I honestly have no idea what you're talking about with gamification and social media. The only gamification I can think of is the commit graph which has been a thing for at least a decade.

  • > just as reliable as usual

    The widespread downtime issues the last years aren't what I call usual

  • > I honestly have no idea what you're talking about with gamification and social media. The only gamification I can think of is the commit graph which has been a thing for at least a decade.

    There was a time before "achievements" or badges and NARCISSISM.MD files on your profile page.

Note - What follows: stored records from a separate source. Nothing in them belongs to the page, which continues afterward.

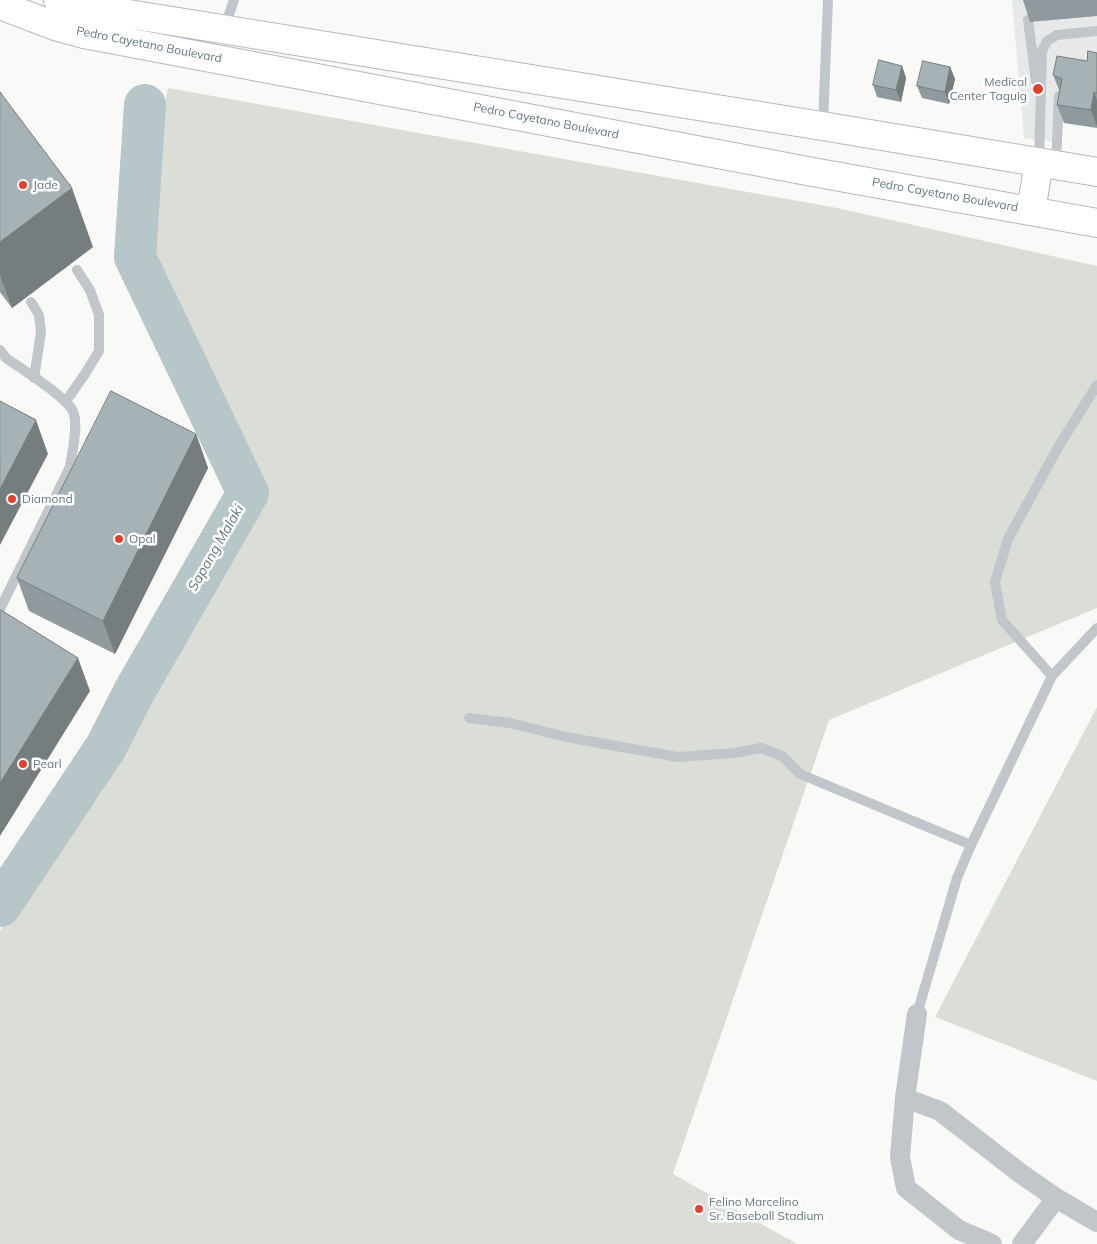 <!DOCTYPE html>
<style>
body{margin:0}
canvas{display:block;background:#f9f9f7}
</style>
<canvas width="1097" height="1244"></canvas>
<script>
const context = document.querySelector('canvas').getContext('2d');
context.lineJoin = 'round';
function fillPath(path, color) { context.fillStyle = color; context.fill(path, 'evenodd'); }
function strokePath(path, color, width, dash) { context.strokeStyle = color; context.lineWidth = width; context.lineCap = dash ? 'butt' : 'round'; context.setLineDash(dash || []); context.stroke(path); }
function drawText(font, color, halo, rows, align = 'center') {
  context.font = font + ' Mulish,sans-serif'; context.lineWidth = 5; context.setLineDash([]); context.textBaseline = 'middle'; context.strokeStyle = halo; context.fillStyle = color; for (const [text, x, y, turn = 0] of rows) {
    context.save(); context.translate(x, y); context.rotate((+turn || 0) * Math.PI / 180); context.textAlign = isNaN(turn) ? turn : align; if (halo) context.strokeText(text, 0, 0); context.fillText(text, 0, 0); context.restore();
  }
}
fillPath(new Path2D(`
 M1012 0H1097V120L1055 118 1054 142 1024 138Z`), '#e7e9e8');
fillPath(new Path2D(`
 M168 88 837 208 1097 266V608L829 720 673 1174 797 1244H0V931L13 910 100 795 161 685 263 491 149 238 150 175Z
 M1097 707V1081L935 1017Z`), '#daded6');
strokePath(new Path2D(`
 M0 906 106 747 134 692 248 493 135 257 145 105`), '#b7c6c8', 42);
const secondary = new Path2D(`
 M58 0 85 7 822 126 1097 172
 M0 5 55 26 84 34 818 173 1097 223
 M1031 211 1039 163`);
strokePath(secondary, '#b3babe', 30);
strokePath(new Path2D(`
 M1028 20 1036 81
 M224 29 234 0
 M823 124 828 0
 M1039 162 1042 51 1047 41 1057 35 1097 31
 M1056 164 1059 96
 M31 302 39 315 41 332 34 378
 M0 350 6 358C20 368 71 399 74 414 78 428 72 453 70 467L0 609
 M66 401 85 374 99 351V315L90 290 77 270
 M1052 676 1097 628
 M469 718 510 723 566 737 678 757 734 753 761 748 782 756 800 774 971 845
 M917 1014 957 878 971 845 1052 676 1002 620 995 582 1008 539 1057 449 1097 385`), '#c0c6c9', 10);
strokePath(new Path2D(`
 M917 1014 905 1098 940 1111 1020 1173 1056 1198 1097 1222
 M905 1098 900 1157 906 1188 959 1230 992 1244
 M1022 1244 1056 1198`), '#c0c6c9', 20);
strokePath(secondary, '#fff', 28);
fillPath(new Path2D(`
 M1023 0H1097V16L1030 22Z
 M1097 53V128L1064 123 1057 105 1060 92 1053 75 1087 61Z
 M902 66 906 78 901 102 877 97 873 85Z
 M950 67 955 79 949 104 922 98 917 86Z
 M0 92 93 247 12 308 0 292Z
 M196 434 208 468 115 654 29 611 17 578Z`), '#90999d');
fillPath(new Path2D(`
 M902 66 906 78 901 102 896 90Z
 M950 67 955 79 949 104 945 92Z
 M1094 92 1097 100V126L1091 110Z
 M72 188 93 247 12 308 0 275V242Z
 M36 420 48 454 0 545V489Z
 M196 434 208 468 115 654 103 621Z
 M78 658 90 691 0 836V783Z`), '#757d7f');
const building = new Path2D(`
 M1088 51 1097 53V93L1094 92 1091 110 1057 105 1062 79 1053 75 1057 56 1087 61Z
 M879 60 902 66 896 90 873 85Z
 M923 61 950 67 945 92 917 86Z
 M0 92 72 188 0 242Z
 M111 391 196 434 103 621 17 578Z
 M0 401 36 420 0 489Z
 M1 610 78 658 0 783V611Z`);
fillPath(building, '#a7b2b6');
strokePath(building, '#757d7f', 1);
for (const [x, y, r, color] of [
 [1038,89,6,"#e14230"],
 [23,185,5,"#e14230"],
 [12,499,5,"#e14230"],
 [119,539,5,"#e14230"],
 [23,764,5,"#e14230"],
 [699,1209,5,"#e14230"]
]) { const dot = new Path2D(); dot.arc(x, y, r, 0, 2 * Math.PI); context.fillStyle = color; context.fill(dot); strokePath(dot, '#fff', 2); }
drawText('12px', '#657982', '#fff', [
 ["Pedro Cayetano Boulevard",149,45,11],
 ["Pedro Cayetano Boulevard",546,121,11],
 ["Pedro Cayetano Boulevard",945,195,10]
]);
drawText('12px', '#657982', '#fff', [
 ["Medical",1027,82,"right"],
 ["Center Taguig",1027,96,"right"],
 ["Jade",33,185],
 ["Diamond",22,499],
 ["Opal",129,539],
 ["Pearl",33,764],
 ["Felino Marcelino",709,1202],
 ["Sr. Baseball Stadium",709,1216]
], 'left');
drawText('italic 14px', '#60787c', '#fff', [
 ["Sapang Malaki",216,548,-60]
]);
</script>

    The UI has clearly regressed in terms of performance and responsiveness over the years, when GitHub insisted on making the code viewer a pseudo-IDE. There was even an article making this observation here on HN just last week [0].

    Do you seriously feel that GitHub of 2025 has had less outages and more stability than GitHub of 2015?

    [0] https://news.ycombinator.com/item?id=44799861

    • I'm sure if you count incidents vs 2015, 2025 has more. But it also has more scale in every aspect. More features, more users, etc. Over the years of using GitHub I've only been blocked from doing dev activities a handful of times because of GitHub outages. None of them are very memorable.

      I appreciate the enhancements to the code viewer, like jumping between symbols.

      1 reply →

    • Gitea's interface feels nice to used compared to the UI of GitHub and Gitlab of today. It's mostly server-side rendered.

    • > There was a time before "achievements" or badges and NARCISSISM.MD files on your profile page.

      That's what annoys you? The profile pages of other people?